“Adapting Law Firms for a Buyer’s Market”
Highlights from Jordan Furlong’s Presentation to the PSALA on March 8, 2018
By Leslie Meagley, Meagley Strategic Marketing LLC
Jordan Furlong’s recent presentation to the PSALA provided a dizzying walk through the forces of change that our law firms are facing and how to respond. Despite his sobering predictions, he is chock full of optimism and practical recommendations for firms that are embracing the forces determining our future.
3 CHALLENGES – THE SHIFT OF POWER TO THE BUYERS
Jordan’s talk and the first third of his newest book focuses on explaining how “the priorities of the buyer are now emerging as the dominant force in the legal market” challenging our point of view, how we provide services and the structure of our law firms.
A. CLIENTS have a new purchasing mindset. With access to data about billing rates and deliverables from other firms and colleagues, clients have become more assertive. Procurement and legal operations specialists are increasingly involved in purchasing legal services, and that’s changing how we need to think about delivering value.
B. Clients have new CHOICES to solve their legal problems. Low level legal work is increasingly moving away from law firms thanks to a) a significant rise in legal process outsourcing firms like Elevate, Axiom, UnitedLex; b) new technologies that simplify, streamline and automate traditional in-house tasks and that offer online solutions for individuals, and c) competition from other service providers like the “Big 4” accounting firms.
C. These pressures are challenging the COHESION of the traditional law firm business model. The imminent retirement of significant numbers of partners is catalyzing transition issues. Millennials are challenging traditional assumptions about how we work.
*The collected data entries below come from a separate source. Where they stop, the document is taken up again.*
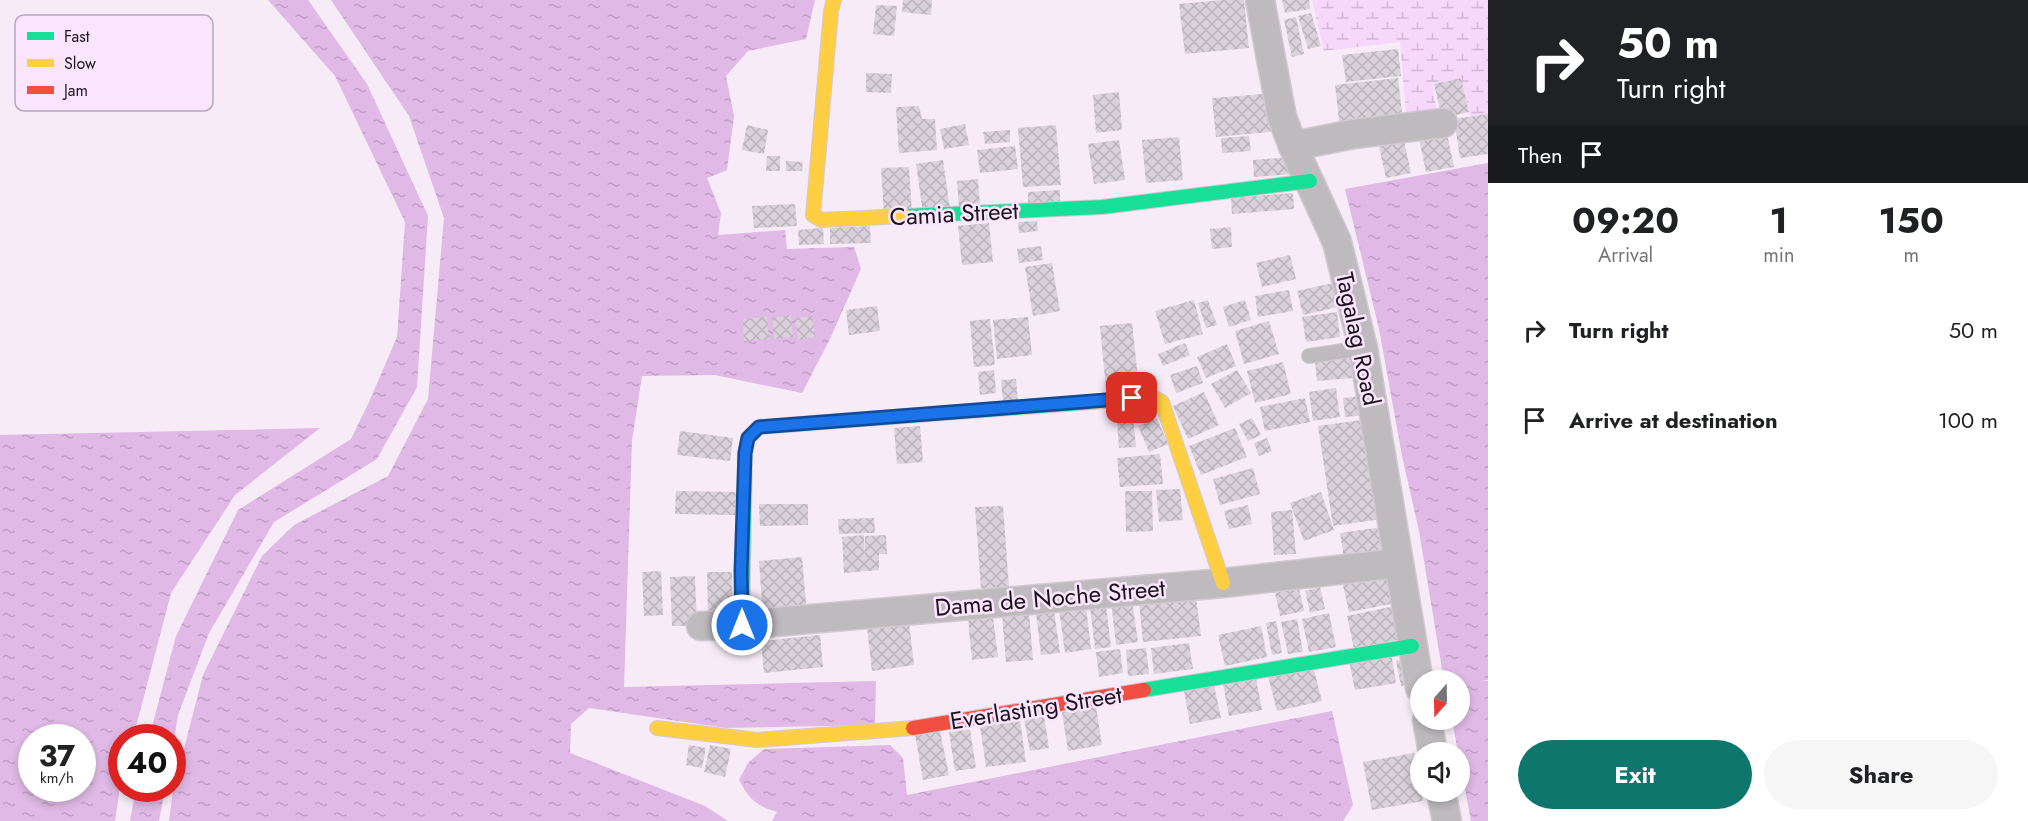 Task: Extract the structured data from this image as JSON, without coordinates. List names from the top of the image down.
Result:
{
  "streets": {
    "street": [
      "Camia Street",
      "Tagalag Road",
      "Dama de Noche Street",
      "Everlasting Street"
    ]
  },
  "crossings": [
    ["Camia Street", "Tagalag Road"],
    ["Tagalag Road", "Dama de Noche Street"],
    ["Tagalag Road", "Everlasting Street"]
  ],
  "legend": ["Fast", "Slow", "Jam"],
  "north": "bottom",
  "page": {
    "turn": ["50 m", "Turn right"],
    "then": "Then",
    "eta": [
      "09:20",
      "Arrival",
      "1",
      "min",
      "150",
      "m"
    ],
    "list": [
      {
        "name": "Turn right",
        "value": "50 m"
      },
      {
        "name": "Arrive at destination",
        "value": "100 m"
      }
    ],
    "speed": "37 km/h",
    "limit": "40",
    "buttons": ["Exit", "Share"]
  }
} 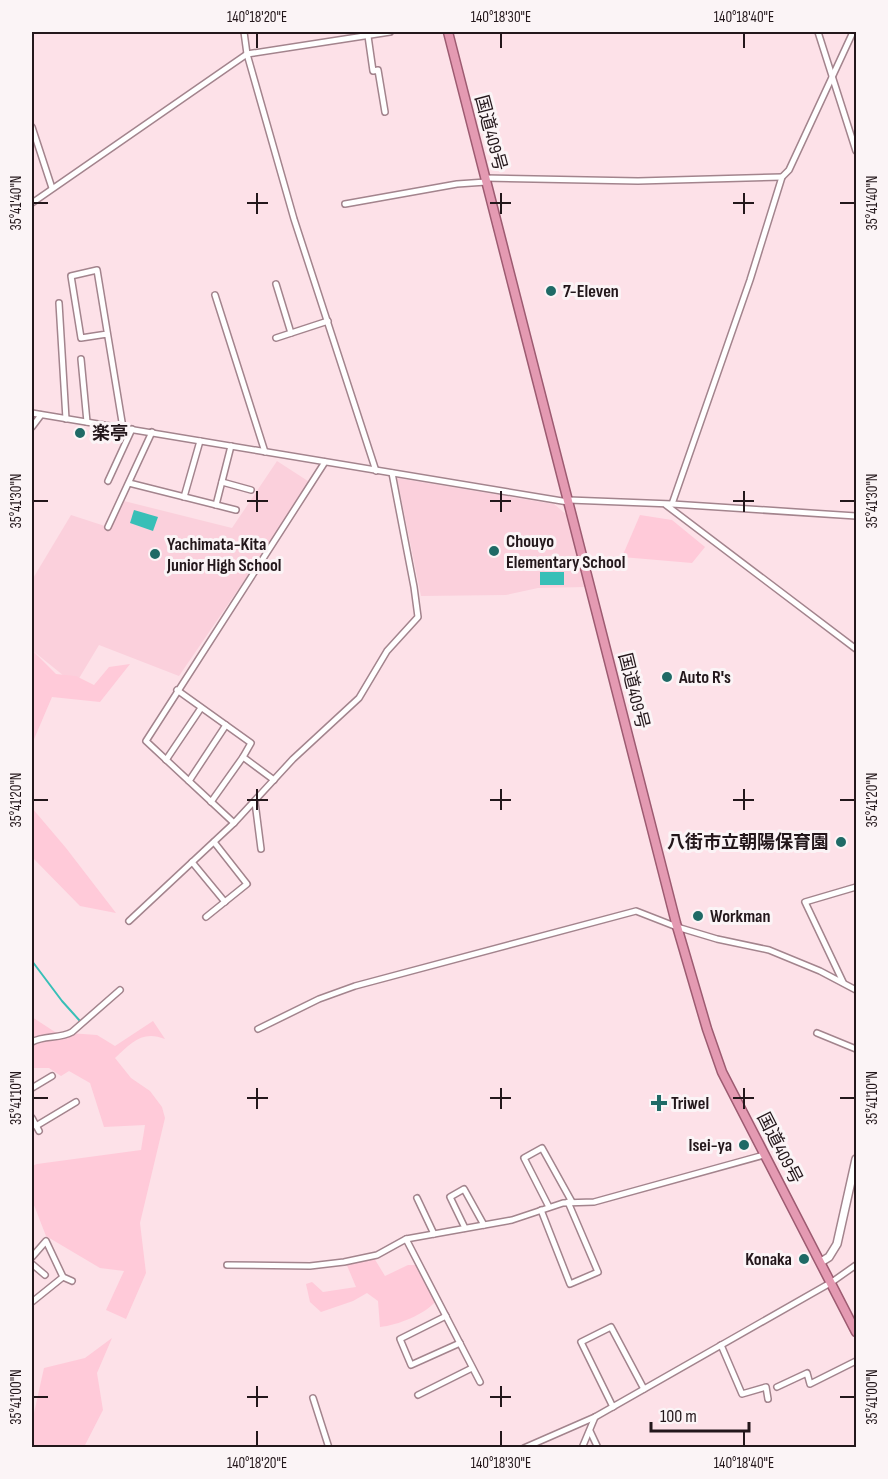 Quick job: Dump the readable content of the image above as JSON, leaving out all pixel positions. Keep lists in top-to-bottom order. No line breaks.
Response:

And, at the macro level, it is increasingly difficult for laterals to transport a book of business to a new firm.
It’s naïve to think that anyone trying to introduce new ideas into a law firm won’t face significant pushback. Vision is key. (As Jordan pointed out, “Once we have a vision, we can create it.”) But, the immediate challenge is helping our attorneys and staff understand and embrace the opportunities ahead of us. Which makes small wins so important. Here are 6 groups of ideas to create those small victories.
1. Restructure our practices around our clients. We need to understand our clients’ point of view. While larger firms can form industry-focused groups or multidisciplinary client teams to become informed about our clients, even small firms can ask for feedback and make simple changes that upgrade their experiences with our firms.
2. Optimize our operations. We need to operate with the efficiency and productivity that clients now expect. We need to standardize and streamline, beginning with the critical question, “If we weren’t already doing something this way, would we continue to do so?”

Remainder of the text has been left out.